Les Particules élémentaires (Houellebecq/Gosselin) : un « entrelacement de douleur et de joie »

Le jeudi 19 décembre 2014, vers 18h45, je remontais à vive allure la rue Nationale de Tours, slalomant entre les passants encombrés de sacs et de paquets (on se demande bien pourquoi), afin d’atteindre le Théâtre Olympia, centre dramatique régional de Tours. À 19h, j’étais installée dans un des moelleux fauteuils rouges du théâtre, prête à m’immerger pendant 3h50 dans Les Particules élémentaires de Michel Houellebecq, adaptation, mise en scène et scénographie de Julien Gosselin. L’immersion a été totale et inoubliable.

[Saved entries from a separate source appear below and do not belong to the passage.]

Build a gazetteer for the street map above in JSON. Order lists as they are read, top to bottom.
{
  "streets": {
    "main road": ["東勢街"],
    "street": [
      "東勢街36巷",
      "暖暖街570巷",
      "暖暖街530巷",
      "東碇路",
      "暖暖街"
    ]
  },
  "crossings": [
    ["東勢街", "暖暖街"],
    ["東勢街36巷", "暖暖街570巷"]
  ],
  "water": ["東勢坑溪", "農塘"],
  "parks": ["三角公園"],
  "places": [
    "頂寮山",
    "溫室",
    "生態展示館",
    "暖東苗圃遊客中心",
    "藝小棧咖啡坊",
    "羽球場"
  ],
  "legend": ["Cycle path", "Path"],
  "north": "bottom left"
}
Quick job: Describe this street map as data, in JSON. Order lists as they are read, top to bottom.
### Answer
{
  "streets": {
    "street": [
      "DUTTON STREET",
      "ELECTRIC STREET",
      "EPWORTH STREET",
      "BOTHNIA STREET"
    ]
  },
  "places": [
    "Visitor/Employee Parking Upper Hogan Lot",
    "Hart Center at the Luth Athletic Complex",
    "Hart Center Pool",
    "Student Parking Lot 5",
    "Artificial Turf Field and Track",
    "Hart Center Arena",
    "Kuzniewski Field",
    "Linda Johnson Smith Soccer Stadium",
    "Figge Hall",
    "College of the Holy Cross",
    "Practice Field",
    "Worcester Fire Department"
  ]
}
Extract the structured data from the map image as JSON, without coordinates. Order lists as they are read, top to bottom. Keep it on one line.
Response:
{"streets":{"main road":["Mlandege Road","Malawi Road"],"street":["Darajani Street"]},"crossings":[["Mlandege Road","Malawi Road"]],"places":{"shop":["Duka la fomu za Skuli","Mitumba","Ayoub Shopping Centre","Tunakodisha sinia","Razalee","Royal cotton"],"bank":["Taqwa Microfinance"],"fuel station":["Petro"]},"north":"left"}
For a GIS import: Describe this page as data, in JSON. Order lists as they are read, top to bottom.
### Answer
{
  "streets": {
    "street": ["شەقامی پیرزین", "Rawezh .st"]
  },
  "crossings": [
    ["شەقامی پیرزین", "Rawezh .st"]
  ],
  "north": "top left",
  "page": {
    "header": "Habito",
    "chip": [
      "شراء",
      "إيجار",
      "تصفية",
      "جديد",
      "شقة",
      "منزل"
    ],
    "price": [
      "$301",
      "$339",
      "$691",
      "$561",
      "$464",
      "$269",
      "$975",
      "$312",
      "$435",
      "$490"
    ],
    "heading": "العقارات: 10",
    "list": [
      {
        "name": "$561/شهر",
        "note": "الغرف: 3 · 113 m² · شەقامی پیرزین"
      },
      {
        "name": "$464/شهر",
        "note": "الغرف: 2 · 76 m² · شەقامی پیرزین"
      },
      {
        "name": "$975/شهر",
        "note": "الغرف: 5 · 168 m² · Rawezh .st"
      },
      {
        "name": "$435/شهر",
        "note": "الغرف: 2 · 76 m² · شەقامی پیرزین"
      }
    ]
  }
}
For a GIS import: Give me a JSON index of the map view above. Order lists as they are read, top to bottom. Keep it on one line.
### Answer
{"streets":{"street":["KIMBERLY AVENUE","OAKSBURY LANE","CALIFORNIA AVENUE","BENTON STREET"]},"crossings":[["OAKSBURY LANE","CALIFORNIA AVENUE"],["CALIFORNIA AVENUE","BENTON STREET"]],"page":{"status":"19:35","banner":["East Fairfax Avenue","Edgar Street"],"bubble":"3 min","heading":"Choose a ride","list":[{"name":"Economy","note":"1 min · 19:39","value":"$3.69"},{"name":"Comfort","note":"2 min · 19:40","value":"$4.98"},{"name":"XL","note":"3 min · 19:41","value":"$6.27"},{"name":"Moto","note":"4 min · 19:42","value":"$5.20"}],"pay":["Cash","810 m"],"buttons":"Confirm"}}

Noir. Une voix féminine s’élève, déclame. « Pourtant, nous ne méprisons pas ces hommes. Nous savons ce que nous devons à leurs rêves. Nous savons que nous ne serions rien sans l’entrelacement de douleur et de joie qui a constitué leur histoire. » En quelques secondes, vous n’êtes plus dans un théâtre : vous êtes dans une bulle spatio-temporelle ; plus rien n’existe autour de vous. Vous êtes une petite entité de rien du tout, une petite entité plongée dans le noir, qui respire et résonne au son de cette voix qui s’adresse à vous.

Et puis une mise en lumière, brutale. L’histoire commence.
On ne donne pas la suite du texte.